- Time Complexity: Time complexity measures the amount of time an algorithm takes to complete as a function of the input size. It helps developers understand how the runtime of an algorithm grows with increasing input.
- Space Complexity: Space complexity evaluates the amount of memory an algorithm requires to execute as a function of the input size. It helps developers identify how much memory resources an algorithm consumes.
- Asymptotic Analysis: Big O notation focuses on the behavior of algorithms as the input size approaches infinity. It ignores constant factors and lower-order terms, providing a simplified approximation of algorithmic efficiency.
Common Notations:
Big O notation uses symbols to represent the worst-case time or space complexity of algorithms:
- O(1): Constant time complexity, indicating that the algorithm's runtime remains constant regardless of the input size.
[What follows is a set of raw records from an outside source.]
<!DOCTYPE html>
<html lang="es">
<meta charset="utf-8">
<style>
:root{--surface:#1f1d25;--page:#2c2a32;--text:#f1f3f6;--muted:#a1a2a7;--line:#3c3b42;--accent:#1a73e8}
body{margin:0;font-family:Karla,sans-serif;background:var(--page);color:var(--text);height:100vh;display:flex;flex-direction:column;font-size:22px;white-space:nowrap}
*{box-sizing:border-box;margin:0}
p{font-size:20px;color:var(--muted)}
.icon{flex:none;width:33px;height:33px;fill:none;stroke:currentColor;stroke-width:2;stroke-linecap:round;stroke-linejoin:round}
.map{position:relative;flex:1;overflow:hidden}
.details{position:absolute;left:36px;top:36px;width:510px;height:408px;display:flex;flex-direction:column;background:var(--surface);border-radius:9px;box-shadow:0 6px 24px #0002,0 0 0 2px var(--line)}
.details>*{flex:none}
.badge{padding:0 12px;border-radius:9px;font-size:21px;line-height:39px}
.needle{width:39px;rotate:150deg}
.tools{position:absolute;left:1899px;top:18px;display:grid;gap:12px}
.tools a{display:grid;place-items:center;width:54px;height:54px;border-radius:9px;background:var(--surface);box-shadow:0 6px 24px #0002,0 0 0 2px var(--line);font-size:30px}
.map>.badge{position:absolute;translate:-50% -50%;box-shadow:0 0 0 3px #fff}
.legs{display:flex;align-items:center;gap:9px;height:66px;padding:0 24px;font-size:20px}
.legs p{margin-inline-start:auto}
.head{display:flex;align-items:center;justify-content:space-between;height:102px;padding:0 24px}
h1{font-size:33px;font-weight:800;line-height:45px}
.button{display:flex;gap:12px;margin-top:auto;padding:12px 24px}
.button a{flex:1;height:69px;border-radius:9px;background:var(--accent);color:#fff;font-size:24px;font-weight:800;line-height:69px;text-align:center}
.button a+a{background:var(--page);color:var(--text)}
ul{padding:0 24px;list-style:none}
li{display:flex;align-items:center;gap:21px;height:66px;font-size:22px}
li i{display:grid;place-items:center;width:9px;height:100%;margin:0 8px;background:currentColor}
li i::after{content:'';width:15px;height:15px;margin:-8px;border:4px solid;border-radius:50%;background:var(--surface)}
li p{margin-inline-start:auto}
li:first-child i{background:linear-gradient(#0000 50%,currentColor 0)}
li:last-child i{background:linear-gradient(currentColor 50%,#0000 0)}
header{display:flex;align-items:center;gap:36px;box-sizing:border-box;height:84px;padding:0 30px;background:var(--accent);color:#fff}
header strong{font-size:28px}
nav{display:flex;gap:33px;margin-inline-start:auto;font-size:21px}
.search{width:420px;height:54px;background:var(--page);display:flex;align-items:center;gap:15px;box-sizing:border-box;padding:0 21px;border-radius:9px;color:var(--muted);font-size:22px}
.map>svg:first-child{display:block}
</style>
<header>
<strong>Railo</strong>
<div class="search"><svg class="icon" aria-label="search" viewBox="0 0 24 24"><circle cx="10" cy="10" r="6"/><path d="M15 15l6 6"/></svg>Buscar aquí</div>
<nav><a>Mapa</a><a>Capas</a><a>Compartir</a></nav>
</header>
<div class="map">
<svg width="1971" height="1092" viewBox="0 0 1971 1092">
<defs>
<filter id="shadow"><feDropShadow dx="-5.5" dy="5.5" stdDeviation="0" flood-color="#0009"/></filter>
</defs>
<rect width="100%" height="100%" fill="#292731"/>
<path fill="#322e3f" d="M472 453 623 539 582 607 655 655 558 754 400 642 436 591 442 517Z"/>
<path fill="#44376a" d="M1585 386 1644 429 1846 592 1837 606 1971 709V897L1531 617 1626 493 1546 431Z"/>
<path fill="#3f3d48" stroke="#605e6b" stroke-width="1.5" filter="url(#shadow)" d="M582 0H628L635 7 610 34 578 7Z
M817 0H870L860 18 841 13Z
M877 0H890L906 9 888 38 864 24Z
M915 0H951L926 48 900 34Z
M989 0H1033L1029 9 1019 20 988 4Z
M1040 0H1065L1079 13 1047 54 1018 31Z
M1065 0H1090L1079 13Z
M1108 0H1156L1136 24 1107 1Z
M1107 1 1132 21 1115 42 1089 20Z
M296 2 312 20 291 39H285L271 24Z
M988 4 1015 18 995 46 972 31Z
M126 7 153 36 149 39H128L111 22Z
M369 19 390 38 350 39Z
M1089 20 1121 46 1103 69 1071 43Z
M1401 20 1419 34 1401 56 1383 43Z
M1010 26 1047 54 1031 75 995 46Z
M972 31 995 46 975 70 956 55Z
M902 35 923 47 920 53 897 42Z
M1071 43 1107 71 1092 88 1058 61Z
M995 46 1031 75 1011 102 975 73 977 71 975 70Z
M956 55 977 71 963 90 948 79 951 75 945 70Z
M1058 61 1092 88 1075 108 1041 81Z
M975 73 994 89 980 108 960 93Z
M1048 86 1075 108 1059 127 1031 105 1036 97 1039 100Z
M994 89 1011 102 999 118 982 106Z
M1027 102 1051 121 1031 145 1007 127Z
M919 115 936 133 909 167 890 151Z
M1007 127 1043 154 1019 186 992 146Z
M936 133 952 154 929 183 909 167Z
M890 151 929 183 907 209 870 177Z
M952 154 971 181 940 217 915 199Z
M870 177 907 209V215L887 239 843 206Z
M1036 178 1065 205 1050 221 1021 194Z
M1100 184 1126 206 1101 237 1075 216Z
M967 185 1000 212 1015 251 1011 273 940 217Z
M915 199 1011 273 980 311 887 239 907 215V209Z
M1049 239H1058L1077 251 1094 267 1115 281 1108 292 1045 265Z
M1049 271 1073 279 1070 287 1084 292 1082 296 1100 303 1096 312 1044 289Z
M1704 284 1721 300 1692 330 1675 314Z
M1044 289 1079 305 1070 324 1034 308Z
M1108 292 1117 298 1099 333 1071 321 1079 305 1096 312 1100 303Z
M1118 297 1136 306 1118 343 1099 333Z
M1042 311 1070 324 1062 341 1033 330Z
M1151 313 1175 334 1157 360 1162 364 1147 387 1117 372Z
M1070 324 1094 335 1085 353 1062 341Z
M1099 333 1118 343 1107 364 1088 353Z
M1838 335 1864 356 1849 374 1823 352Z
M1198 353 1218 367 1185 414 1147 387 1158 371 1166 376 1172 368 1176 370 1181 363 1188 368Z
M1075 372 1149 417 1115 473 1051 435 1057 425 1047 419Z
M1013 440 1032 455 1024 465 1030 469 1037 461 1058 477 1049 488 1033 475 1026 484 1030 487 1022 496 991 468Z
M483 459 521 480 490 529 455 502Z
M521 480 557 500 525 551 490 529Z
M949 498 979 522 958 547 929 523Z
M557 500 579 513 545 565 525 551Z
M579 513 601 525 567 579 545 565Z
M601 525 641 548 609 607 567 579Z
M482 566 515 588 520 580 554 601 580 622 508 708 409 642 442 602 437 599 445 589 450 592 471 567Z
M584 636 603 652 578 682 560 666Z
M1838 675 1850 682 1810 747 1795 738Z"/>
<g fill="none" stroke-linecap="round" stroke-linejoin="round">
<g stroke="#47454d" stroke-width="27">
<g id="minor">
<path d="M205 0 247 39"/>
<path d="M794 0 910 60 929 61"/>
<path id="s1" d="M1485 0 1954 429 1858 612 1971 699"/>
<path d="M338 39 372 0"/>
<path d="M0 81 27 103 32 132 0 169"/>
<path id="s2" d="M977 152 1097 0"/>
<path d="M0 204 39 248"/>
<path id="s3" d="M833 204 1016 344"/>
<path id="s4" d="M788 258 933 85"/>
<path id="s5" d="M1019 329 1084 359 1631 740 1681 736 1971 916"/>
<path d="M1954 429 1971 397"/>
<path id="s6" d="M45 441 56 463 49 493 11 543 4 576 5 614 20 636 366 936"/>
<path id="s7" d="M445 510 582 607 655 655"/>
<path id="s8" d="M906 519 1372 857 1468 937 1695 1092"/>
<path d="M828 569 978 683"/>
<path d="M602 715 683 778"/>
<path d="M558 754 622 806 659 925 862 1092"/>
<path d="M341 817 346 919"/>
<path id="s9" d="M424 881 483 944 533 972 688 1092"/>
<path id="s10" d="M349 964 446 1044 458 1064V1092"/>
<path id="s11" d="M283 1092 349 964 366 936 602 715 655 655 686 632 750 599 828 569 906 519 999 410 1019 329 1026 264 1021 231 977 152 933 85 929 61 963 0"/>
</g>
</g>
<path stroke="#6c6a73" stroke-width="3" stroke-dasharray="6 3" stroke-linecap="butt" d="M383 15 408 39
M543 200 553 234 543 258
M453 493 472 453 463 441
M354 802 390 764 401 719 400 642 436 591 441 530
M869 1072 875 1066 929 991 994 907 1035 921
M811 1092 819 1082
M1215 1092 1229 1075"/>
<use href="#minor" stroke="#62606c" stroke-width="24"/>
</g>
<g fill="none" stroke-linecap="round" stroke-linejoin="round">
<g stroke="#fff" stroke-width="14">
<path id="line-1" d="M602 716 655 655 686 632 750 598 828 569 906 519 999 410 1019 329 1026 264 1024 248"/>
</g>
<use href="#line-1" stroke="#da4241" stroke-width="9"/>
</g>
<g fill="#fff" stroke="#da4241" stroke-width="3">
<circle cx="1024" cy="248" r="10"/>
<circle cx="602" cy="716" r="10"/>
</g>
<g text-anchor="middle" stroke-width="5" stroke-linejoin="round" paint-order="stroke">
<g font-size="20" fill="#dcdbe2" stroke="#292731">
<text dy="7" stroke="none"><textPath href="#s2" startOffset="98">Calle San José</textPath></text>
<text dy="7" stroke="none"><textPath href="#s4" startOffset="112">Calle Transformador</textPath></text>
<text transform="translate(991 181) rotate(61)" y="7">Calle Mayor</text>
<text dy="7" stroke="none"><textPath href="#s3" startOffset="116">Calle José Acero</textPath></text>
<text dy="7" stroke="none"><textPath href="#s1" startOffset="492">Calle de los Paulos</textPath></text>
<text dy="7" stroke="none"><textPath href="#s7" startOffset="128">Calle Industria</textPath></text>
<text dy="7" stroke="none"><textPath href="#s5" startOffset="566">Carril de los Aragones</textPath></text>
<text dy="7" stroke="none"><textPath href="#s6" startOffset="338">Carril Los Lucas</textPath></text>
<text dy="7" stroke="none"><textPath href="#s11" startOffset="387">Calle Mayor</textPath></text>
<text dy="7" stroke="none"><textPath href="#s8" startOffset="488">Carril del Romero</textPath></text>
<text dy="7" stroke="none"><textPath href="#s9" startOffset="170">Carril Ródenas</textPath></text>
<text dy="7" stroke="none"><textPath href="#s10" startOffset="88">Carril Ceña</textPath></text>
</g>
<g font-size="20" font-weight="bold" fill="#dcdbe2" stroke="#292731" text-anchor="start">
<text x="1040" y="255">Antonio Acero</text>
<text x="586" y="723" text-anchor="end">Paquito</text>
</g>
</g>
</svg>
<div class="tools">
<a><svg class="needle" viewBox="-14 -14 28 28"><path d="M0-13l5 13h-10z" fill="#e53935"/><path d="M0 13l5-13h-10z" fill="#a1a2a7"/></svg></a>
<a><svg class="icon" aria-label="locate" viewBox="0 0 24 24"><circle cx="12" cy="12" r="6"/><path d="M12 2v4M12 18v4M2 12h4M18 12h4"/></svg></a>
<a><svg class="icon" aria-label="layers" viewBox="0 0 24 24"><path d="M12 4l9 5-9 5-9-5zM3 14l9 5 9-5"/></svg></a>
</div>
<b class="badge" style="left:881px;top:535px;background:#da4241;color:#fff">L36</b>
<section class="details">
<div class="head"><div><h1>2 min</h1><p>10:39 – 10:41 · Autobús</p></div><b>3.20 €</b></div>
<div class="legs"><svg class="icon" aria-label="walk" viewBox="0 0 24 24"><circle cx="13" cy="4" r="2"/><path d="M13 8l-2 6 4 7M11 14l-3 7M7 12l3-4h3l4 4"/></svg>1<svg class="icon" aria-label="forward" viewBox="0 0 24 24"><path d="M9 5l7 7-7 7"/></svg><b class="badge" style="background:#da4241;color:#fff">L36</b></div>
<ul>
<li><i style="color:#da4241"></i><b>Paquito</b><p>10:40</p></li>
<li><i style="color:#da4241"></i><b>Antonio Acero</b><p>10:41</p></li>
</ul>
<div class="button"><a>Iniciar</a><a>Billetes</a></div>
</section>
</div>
- O(n): Linear time complexity, indicating that the algorithm's runtime grows linearly with the input size.
- O(log n): Logarithmic time complexity, indicating that the algorithm's runtime grows logarithmically with the input size.
- O(n^2): Quadratic time complexity, indicating that the algorithm's runtime grows quadratically with the input size.
- O(2^n): Exponential time complexity, indicating that the algorithm's runtime doubles with each additional input element.
By understanding and applying Big O notation, developers can make informed decisions when designing and optimizing algorithms, leading to more efficient and scalable software solutions.